My supply of faith has been running low for the last five years, although I have not completely turned into a hard-core pessimist. It just comes in dribs and drabs, but is usually mingled with a high dose of scepticism. Events and people have undermined that faith I know I possessed years ago. There were the numerous incidents of failed friendships: “true” friends showing their true colours as fair-weather friends or careerists using me as an unwitting pawn in their career game. One “friend” just completely severed ties via e-mail one fine day for some reason that I cannot fathom to this day. I think she said it was because I was close with my family – go figure. Another – one of the three I met in Singapore – was a social climber and crossed me off from her list of friends because I was not like her, a sycophantic fool who uses her feminine assets – she was flat as an ironing board but brimming with gumption. The other two were simply oddballs – one turned against me because I had began dating someone while the other was just, well, unhinged. The biggest faith-drainer was when the one I considered my best bud, Charles, wasn’t who I thought he was. To say the least, he wasn’t there when I expected him to be while I was always there for him. It was one lopsided affair.
Professional relationships were tenuous because bosses played the favouritism game. I could never be part of it because eligibility was based on a lighter skin colour and a high degree of obsequiousness. One former boss was a descendant of Janus: a mewling kitten before the bigger boss but foul-mouthed and conniving before us. Outside of work, business dealings were an intermittent battle with prejudices about Filipinos dovetailed with plain rudeness. It really is quite trying to be in a sea of grouches and killjoys, and have faith in them being a little more forthcoming.
Faith also took a hit when I’d see how people maltreated cats and dogs (it still does to this day) because, in the words of Arthur Schopenhauer, “compassion for animals is intimately associated with goodness of character, and it may be confidently asserted that he who is cruel to animals cannot be a good man.” A person of good character should easily see the helplessness of such creatures and that their behavior is a reaction to how they were treated.
Moving out of my personal space, how can one not lose faith when, for instance, elected Philippine officials play the entitlement card when they break the rules? Or the rampant manipulation of public funds for personal gain by, again, elected Philippine officials who act like victims of gross injustice when their depravity is brought to light? Whatever happened to genuinely and sincerely serving the people they vowed to do good by? They are subverting the faith in the government with their constant lying and endless charades. Add to that the wars, vast disparity between the rich and poor, famine, genital mutilation, and the list goes on.

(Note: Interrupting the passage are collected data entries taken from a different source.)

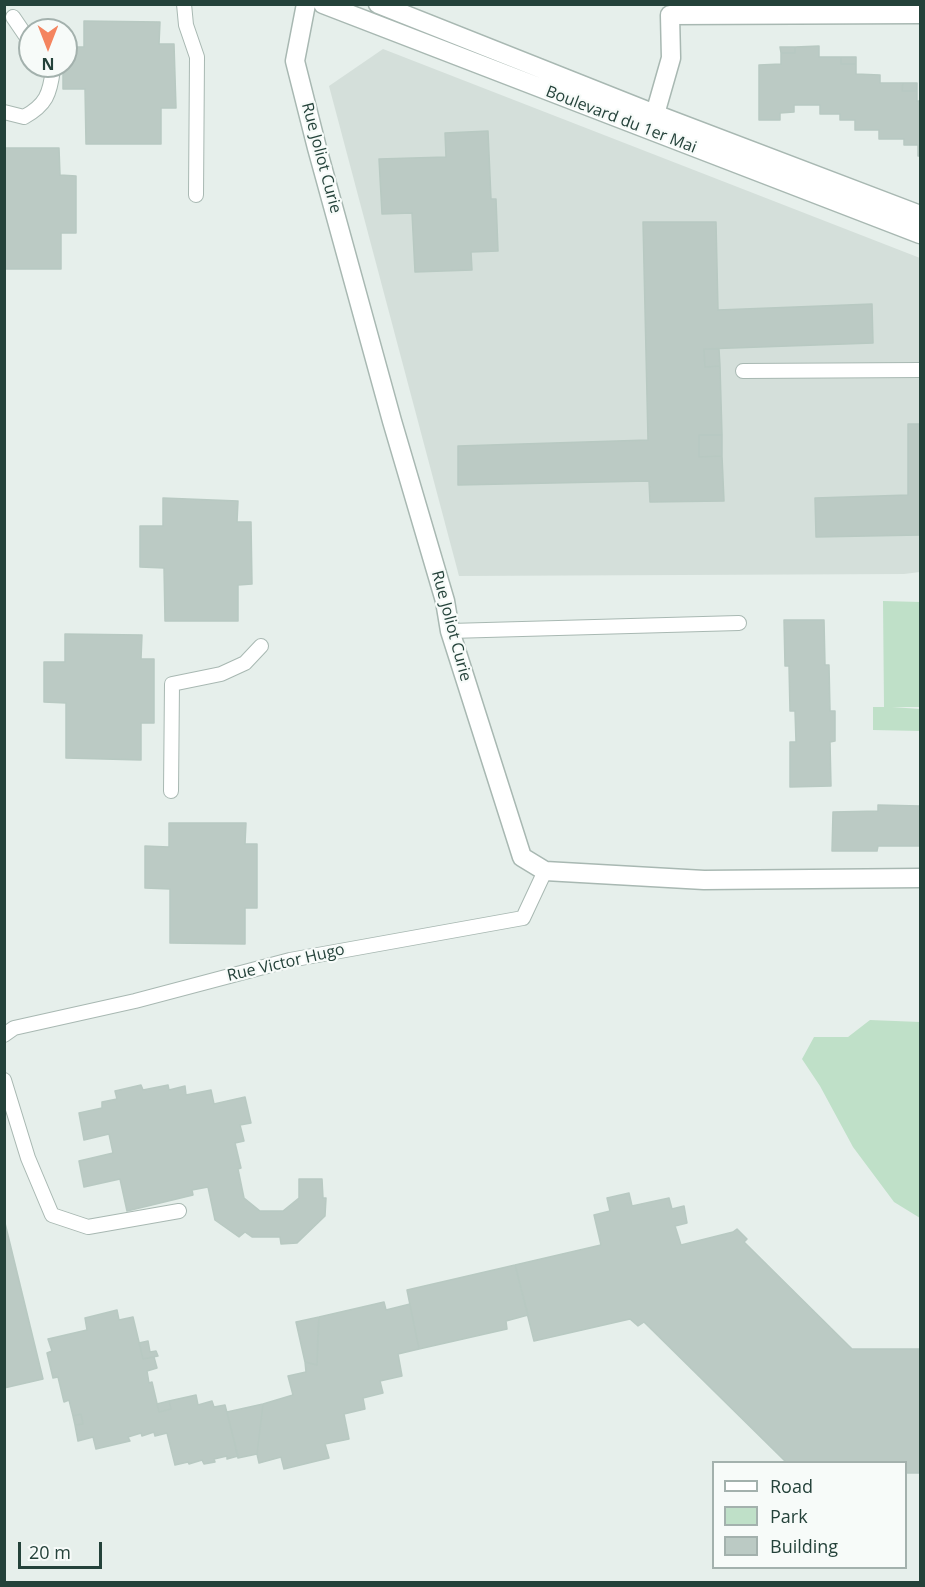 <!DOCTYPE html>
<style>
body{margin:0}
#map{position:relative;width:925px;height:1587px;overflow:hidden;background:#e6efeb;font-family:"Open Sans",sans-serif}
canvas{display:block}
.frame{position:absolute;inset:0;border:6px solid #24423a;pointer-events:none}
.legend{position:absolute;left:712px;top:1461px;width:195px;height:108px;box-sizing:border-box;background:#f7fbf9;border:2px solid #a3b1ad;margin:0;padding:8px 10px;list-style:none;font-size:18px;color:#24423a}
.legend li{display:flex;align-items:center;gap:12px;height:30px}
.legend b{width:30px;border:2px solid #a3b1ad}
.north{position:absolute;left:18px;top:18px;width:60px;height:60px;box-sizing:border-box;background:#f7fbf9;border:2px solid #a3b1ad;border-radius:50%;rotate:180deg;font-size:16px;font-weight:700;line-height:24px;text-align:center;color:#24423a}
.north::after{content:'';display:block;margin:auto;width:21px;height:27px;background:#f4845f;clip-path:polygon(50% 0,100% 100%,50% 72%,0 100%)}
.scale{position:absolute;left:18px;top:1542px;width:84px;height:27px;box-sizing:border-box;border:3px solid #24423a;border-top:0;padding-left:8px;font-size:18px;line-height:21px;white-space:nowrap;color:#24423a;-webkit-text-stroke:4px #f7fbf9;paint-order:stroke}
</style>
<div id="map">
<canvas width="925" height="1587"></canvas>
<div class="frame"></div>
<ul class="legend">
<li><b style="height:8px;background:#fff"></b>Road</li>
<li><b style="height:16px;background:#bfe0c8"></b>Park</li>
<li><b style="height:16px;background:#bbcac4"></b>Building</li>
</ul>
<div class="north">N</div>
<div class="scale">20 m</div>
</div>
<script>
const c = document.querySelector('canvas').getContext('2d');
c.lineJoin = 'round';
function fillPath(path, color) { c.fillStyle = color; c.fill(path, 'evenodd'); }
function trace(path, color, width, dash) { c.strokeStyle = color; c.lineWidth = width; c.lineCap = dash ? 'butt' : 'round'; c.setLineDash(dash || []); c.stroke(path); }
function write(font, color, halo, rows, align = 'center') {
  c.font = font + ' "Open Sans",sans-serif'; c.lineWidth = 4.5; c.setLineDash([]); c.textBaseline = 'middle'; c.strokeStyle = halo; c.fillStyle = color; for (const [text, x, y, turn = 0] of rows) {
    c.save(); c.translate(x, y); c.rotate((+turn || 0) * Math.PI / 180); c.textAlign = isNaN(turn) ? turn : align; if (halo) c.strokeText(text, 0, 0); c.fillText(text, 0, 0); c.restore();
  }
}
fillPath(new Path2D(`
 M 383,49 L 920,258 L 920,572 L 904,574 L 459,576 L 329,86 Z`), '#d4dfda');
fillPath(new Path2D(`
 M 883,601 L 920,602 L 920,707 L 892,707 L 920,709 L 920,731 L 873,730 L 873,707 L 884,707 Z
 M 870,1020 L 920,1022 L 920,1218 L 894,1202 L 853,1147 L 820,1086 L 802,1059 L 814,1037 L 848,1037 Z`), '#bfe0c8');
const building = new Path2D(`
 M 84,21 L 160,22 L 159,44 L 174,44 L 176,108 L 161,108 L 161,144 L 86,144 L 85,89 L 63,89 L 63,66 L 66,66 L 66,47 L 84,47 Z
 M 819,46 L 819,57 L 841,57 L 841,64 L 856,64 L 856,74 L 880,75 L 880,83 L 903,83 L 902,91 L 917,91 L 917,101 L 920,101 L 920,156 L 918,156 L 918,145 L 904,145 L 904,139 L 879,139 L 879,130 L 855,130 L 855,120 L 840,120 L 840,114 L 820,114 L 820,105 L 794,105 L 794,112 L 780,113 L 780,120 L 759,120 L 759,65 L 781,64 L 781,53 L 795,53 L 795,47 Z
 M 780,47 L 795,47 L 795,53 L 781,53 Z
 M 841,57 L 856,57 L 856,64 L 841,64 Z
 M 903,83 L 917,83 L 917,91 L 902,91 Z
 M 488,131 L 491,199 L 496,199 L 498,251 L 471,252 L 472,270 L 415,272 L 412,213 L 382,214 L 379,159 L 446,157 L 445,133 Z
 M 4,148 L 59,148 L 60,175 L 76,176 L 76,233 L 61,233 L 61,269 L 4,269 Z
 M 643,222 L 716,222 L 718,310 L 872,304 L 873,343 L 704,349 L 705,367 L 720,366 L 722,435 L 699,435 L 699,457 L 722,456 L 724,501 L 650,502 L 649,481 L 458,485 L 458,446 L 648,440 Z
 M 704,349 L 719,349 L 720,366 L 705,367 Z
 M 908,424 L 920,424 L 920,535 L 816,537 L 815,498 L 908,495 Z
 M 699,435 L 722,435 L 722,456 L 699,457 Z
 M 163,498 L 238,501 L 237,522 L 251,522 L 252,584 L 238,585 L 238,621 L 165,621 L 164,568 L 140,567 L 140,526 L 163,526 Z
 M 784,620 L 824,620 L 825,665 L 829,665 L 830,711 L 835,711 L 835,741 L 830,742 L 831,786 L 790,787 L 790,742 L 796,742 L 795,711 L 790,711 L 789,666 L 785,666 Z
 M 65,634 L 142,635 L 141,659 L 154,659 L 154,723 L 141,723 L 141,760 L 66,758 L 66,703 L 44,702 L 44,662 L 65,662 Z
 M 878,805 L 920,806 L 920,846 L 878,846 L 877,851 L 832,851 L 833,812 L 878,811 Z
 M 169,823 L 246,823 L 245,844 L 257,844 L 257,908 L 245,908 L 245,944 L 170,943 L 170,889 L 145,888 L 145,846 L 169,847 Z
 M 141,1085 L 143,1090 L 168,1085 L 169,1090 L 185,1086 L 186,1095 L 211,1090 L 214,1104 L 245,1097 L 251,1123 L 240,1125 L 244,1141 L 235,1143 L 241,1168 L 238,1169 L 244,1198 L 260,1211 L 283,1211 L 299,1198 L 299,1179 L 322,1179 L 323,1198 L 326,1198 L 325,1216 L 297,1243 L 281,1244 L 280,1237 L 252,1237 L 245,1232 L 239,1237 L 215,1220 L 208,1187 L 192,1190 L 193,1195 L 127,1211 L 120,1179 L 84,1187 L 79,1161 L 113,1153 L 109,1134 L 84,1140 L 79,1113 L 102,1108 L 102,1102 L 117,1099 L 115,1091 Z
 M 629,1193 L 632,1206 L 669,1198 L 672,1209 L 684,1206 L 687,1223 L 675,1226 L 681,1245 L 733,1232 L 737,1229 L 747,1239 L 744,1242 L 852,1349 L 920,1349 L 920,1473 L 906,1473 L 906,1462 L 786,1462 L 644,1322 L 638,1326 L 630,1319 L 534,1341 L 515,1265 L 601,1245 L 594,1215 L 610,1211 L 607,1198 Z
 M 4,1219 L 43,1379 L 4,1388 Z
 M 515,1265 L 528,1315 L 506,1321 L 507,1329 L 419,1349 L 407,1290 Z
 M 384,1302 L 386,1310 L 410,1304 L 419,1349 L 398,1354 L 402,1376 L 380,1381 L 383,1393 L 363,1398 L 365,1409 L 344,1414 L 349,1439 L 325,1444 L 329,1458 L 284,1469 L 281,1457 L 259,1463 L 257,1454 L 263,1404 L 293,1395 L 288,1376 L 306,1372 L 305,1362 L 317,1365 L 319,1317 Z
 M 117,1310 L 119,1320 L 133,1317 L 143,1359 L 154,1357 L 157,1368 L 147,1371 L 149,1383 L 152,1382 L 159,1412 L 171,1409 L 169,1401 L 196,1395 L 198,1405 L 212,1401 L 214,1407 L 225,1405 L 238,1456 L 227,1459 L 227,1456 L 214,1459 L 215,1462 L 204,1464 L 202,1460 L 189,1464 L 188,1462 L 175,1465 L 167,1433 L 155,1436 L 154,1432 L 142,1436 L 141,1433 L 128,1437 L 130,1441 L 96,1449 L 93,1437 L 78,1441 L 75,1425 L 83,1424 L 81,1414 L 73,1416 L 69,1400 L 64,1402 L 58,1377 L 53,1378 L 47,1353 L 52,1351 L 48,1339 L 87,1330 L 85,1318 Z
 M 319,1317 L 318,1330 L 317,1365 L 305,1362 L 296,1322 Z
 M 148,1341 L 150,1352 L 156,1351 L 158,1356 L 143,1359 L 139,1343 Z
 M 169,1401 L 171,1409 L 159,1412 L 157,1404 Z
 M 263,1404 L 257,1454 L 238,1458 L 227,1412 Z
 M 81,1414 L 83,1424 L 75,1425 L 73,1416 Z`);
fillPath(building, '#bbcac4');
trace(building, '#b8c9c2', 1.5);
const service = new Path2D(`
 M 184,4 L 186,25 L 197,57 L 196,195
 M 13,17 L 30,42
 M 4,112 L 24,117 C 46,105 50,94 53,69 L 50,66
 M 743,371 L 920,370
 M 450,631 L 739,623
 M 171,791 L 172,684 L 221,674 L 245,663 L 261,646
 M 4,1035 L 14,1028 L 135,1001 L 290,960 L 523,918 L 545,871
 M 4,1080 L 28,1158 L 52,1215 L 88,1227 L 179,1211`);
const minor = new Path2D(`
 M 306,4 L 295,61 L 317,148 L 392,421 L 445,601 L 450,631 L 522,857 L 545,871 L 704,880 L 920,878
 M 323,4 L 920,234
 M 378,4 L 655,114 L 920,215
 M 655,114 L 671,58 L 670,15 L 920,14`);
trace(service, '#a8b8b2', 16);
trace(minor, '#a8b8b2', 21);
trace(service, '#fff', 14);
trace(minor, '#fff', 18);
write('16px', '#24423a', '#f7fbf9', [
 ["Boulevard du 1er Mai",621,120,21],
 ["Rue Joliot Curie",321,158,75],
 ["Rue Joliot Curie",451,626,75],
 ["Rue Victor Hugo",286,963,-13]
]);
</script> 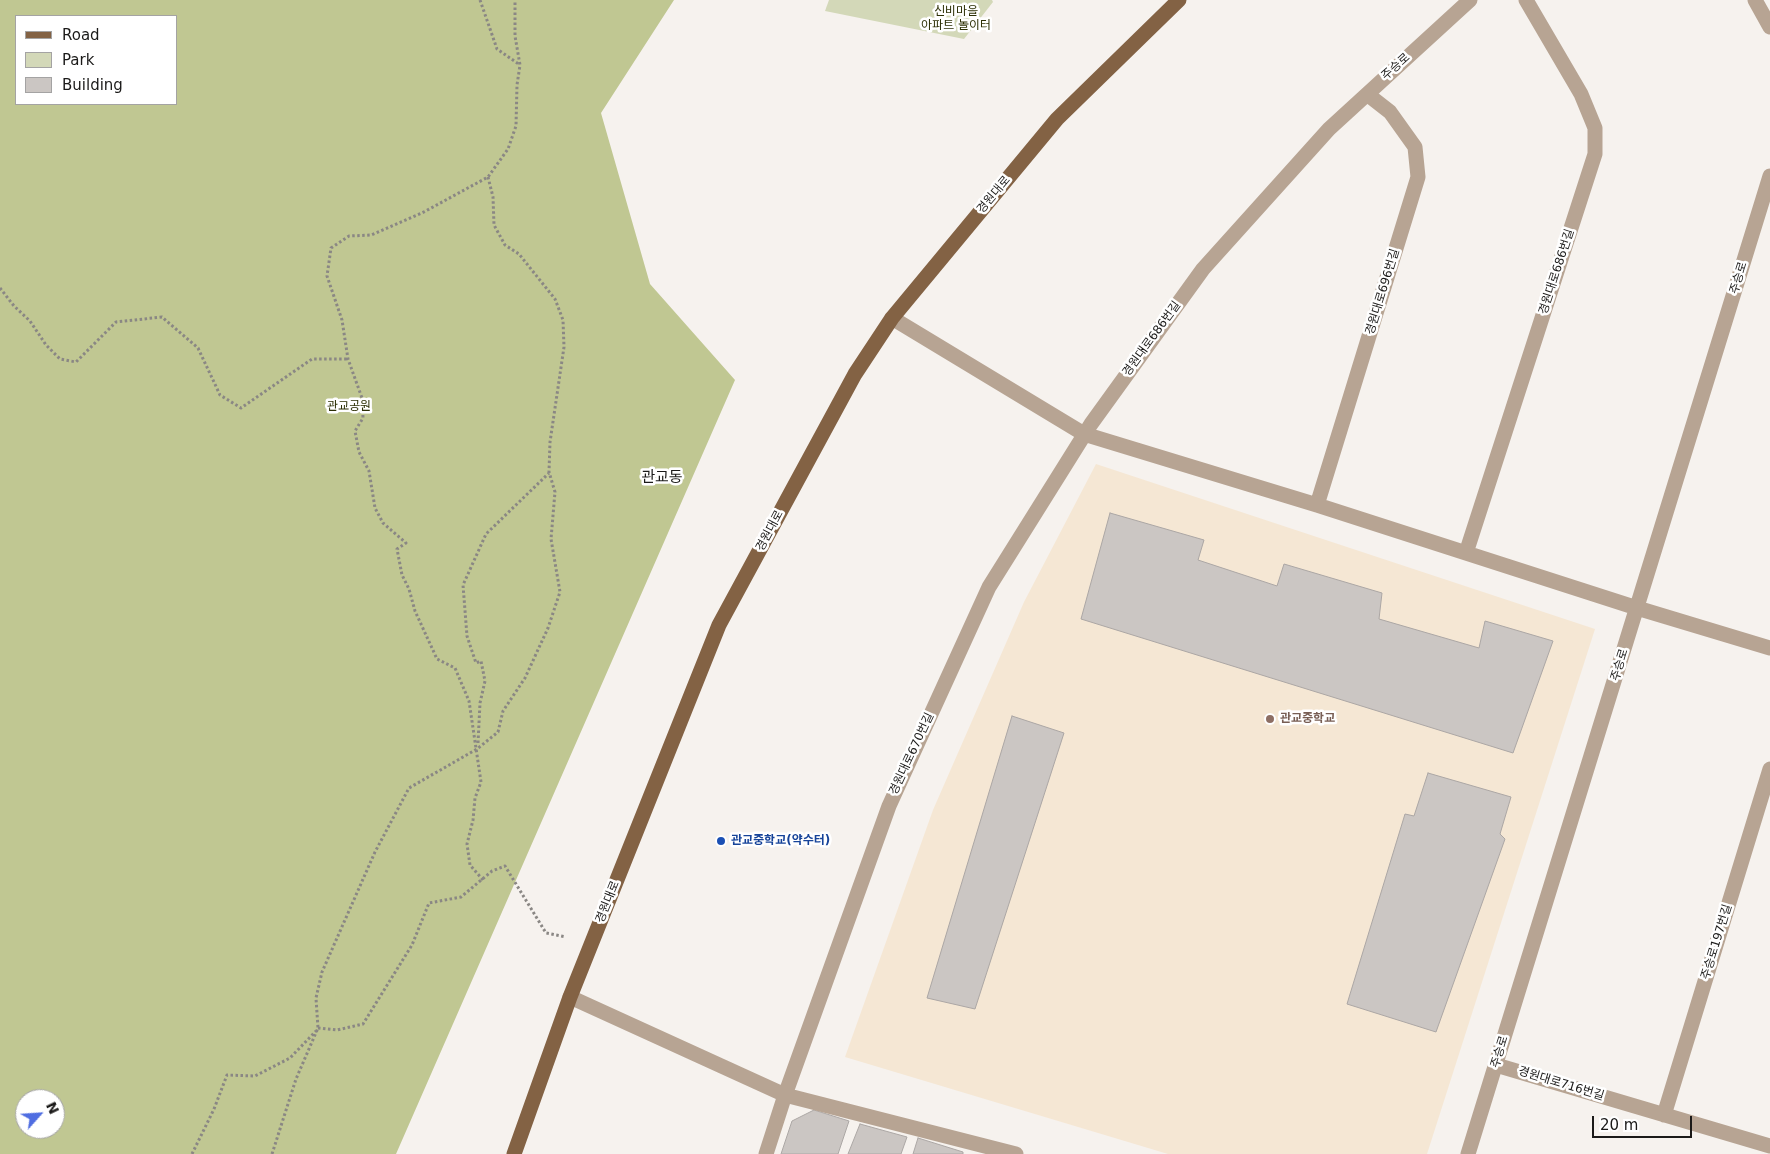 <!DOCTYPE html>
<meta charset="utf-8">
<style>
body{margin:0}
#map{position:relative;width:1770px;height:1154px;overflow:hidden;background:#f6f2ee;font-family:"DejaVu Sans",sans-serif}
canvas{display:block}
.legend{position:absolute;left:15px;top:15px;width:162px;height:90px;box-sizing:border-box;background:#fff;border:1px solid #a4a3a3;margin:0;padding:6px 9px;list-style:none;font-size:15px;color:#1b1a19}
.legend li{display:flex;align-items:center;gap:10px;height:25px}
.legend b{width:25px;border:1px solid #a4a3a3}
.north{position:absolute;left:15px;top:1089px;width:50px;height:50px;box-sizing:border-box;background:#fff;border:1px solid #a4a3a3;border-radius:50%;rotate:64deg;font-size:14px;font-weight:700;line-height:20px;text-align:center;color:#1b1a19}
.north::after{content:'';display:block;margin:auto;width:18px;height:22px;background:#4f6de1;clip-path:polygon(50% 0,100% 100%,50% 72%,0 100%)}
.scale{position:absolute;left:1592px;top:1116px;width:100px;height:22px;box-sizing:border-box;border:2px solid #1b1a19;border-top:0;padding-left:6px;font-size:15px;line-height:18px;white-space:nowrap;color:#1b1a19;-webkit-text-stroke:4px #fff;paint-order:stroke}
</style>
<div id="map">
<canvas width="1770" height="1154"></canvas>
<ul class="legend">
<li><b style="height:6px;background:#836244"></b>Road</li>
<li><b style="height:14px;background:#d3d8b8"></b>Park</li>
<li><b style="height:14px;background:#cbc6c3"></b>Building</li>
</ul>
<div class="north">N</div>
<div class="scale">20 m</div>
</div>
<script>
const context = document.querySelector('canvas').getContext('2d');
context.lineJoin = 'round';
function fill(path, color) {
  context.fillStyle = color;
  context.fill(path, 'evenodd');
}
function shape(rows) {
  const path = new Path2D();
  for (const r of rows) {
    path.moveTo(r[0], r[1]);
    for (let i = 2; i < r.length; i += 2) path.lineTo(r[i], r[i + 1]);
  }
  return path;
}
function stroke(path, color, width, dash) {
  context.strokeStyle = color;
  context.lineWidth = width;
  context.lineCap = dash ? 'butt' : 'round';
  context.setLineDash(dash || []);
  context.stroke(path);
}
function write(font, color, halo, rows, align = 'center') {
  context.font = font + ' "DejaVu Sans","Noto Sans KR",sans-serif';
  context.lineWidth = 5;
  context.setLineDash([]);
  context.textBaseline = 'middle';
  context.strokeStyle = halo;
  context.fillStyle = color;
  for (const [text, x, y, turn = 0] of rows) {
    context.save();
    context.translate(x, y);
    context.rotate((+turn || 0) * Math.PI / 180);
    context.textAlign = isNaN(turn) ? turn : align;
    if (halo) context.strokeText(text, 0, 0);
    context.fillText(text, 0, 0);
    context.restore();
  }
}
const education = shape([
 [1096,464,1595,629,1427,1154,1168,1154,845,1057,933,810,1024,602]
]);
const green = shape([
 [829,0,992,0,993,2,964,39,825,11]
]);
const forest = shape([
 [0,0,674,0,601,113,650,284,735,380,396,1154,0,1154],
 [16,16,176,16,176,104,16,104],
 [25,1099,55,1099,55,1129,25,1129]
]);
const building = shape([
 [1110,513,1204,540,1198,560,1277,586,1284,564,1382,593,1379,619,1479,648,1485,621,1553,641,1513,753,1081,619,1110,513],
 [1012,716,1064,733,975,1009,927,998,1012,716],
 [1428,773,1511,797,1500,834,1505,839,1436,1032,1347,1004,1405,814,1414,816,1428,773],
 [814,1110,849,1121,838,1154,781,1154,792,1121,814,1110],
 [860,1124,907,1137,901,1154,848,1154,860,1124],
 [918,1138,963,1152,963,1154,913,1154,918,1138]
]);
const path = shape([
 [480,0,497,49,520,65],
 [0,288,14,306,30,321,46,345,60,359,76,362,116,322,162,317,198,348,220,395,241,408,312,359,348,359],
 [478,743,480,703,485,681,481,661,476,663,467,636,463,585,486,534,549,473],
 [483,880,470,865,467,844,473,820,475,798,481,782,469,701,455,668,437,659,415,611,409,589,402,575,397,549,406,543,383,523,375,508,369,471,359,452,355,431,363,418,362,398,348,359,342,320,327,276,331,248,349,236,371,235,422,213,488,177,508,149,516,126,517,85,520,65,515,36,515,0],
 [318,1028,337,1030,363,1024,412,945,429,903,461,897,492,871,505,866,546,933,566,937],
 [192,1154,214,1109,227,1075,255,1076,290,1058,316,1031],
 [272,1154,296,1079,318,1028,316,998,322,972,375,852,409,788,477,749,498,732,503,711,525,678,548,628,560,592,551,539,555,492,549,472,550,442,564,347,563,320,555,299,519,254,505,245,494,225,493,197,488,177]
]);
const minor = shape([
 [1755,0,1770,27],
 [892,318,1084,434,1317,505,1637,608,1770,648],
 [1317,505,1418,177,1415,147,1390,112,1367,94],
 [1466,553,1595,154,1595,128,1581,94,1526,0],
 [570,997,785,1095,1016,1154],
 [1496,1065,1770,1146],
 [1664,1115,1770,769],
 [766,1154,785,1095,889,806,989,587,1091,424,1203,269,1329,129,1470,0],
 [1468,1154,1770,176]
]);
const major = shape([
 [514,1154,570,997,719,625,855,374,892,318,1057,119,1179,0]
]);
const markers = [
 [1270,719,5,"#8d6e63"],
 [721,841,5,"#1a4fb4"]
];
const parkNames = [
 ["신비마을",956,12],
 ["아파트 놀이터",956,26],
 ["관교공원",349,407]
];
const streetNames = [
 ["주승로",1396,67,-42],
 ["경원대로",994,195,-50],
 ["경원대로686번길",1557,272,-72],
 ["주승로",1739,278,-73],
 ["경원대로696번길",1383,292,-73],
 ["경원대로686번길",1152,339,-54],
 ["경원대로",770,531,-62],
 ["주승로",1620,665,-73],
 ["경원대로670번길",912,754,-65],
 ["경원대로",608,902,-68],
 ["주승로197번길",1717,942,-73],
 ["주승로",1500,1052,-73],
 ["경원대로716번길",1561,1084,17]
];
const educationNames = [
 ["관교중학교",1280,719]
];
const transitNames = [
 ["관교중학교(약수터)",731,841]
];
const quarterNames = [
 ["관교동",662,478]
];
fill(education, '#f5e7d4');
fill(green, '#d3d8b8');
fill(forest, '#c0c792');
fill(building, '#cbc6c3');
stroke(building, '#aca7a5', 1);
stroke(path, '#8a8784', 3, [2.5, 2.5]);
stroke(minor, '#b7a493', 15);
stroke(major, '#836244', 15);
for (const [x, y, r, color] of markers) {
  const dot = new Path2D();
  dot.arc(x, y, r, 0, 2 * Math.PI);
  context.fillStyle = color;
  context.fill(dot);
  stroke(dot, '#fff', 2);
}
write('12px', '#2c2f05', '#fff', parkNames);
write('12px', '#1b1a19', '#fff', streetNames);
write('bold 12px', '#785e54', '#fff', educationNames, 'left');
write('bold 12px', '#164399', '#fff', transitNames, 'left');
write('15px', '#1b1a19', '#fff', quarterNames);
</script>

But the lack of faith, like hope, makes for a drab life and a drab life is, sadly, akin to being lifeless while still walking the world. This epiphanic moment came unexpectedly when I chanced upon my FB news-feeds that slowly stoked the dying embers of my faith to life. An FB friend shared a plea for donations for poor Ariel, a cat that was badly injured (bleeding and with broken legs and jaw), and several Samaritans had already added to the growing Ariel fund. Another was a fund-raising activity for another cat, Fluffy, and donations were coming in. My gal-pal Fistri made donations on my behalf to the kitty funds then we got to chatting about the world.
“I hope who caused Ariel’s injuries is meted out his/her punishment,” I typed on FB messenger.
“Let’s not pray for that. Let’s pray one day he realizes it is wrong. Violence shouldn’t beget violence,” Fistri wrote back.
“But I am happy that Arial pulled through. He was pretty messed up when he was brought to the vet. I thought the worse when I didn’t see any update.”
“Nah, always have faith,” she said. “I know the world is messed up big time now, but if you have faith it’ll all turn up good. It will.”
Fistri’s words were like an arrow of flame that shot through the air and ignited my embers of faith. She is right. Where would the world be if faith vanished completely? That is the key to living, to life: having and keeping the faith amidst the global pandemonium, the evil lurking around, false friends, corruption, prejudiced thinking, etc. As Bon Jovi sang, “…Lord, you got to keep the faith…faith – don’t let your love turn to hate…right now we got to keep the faith.”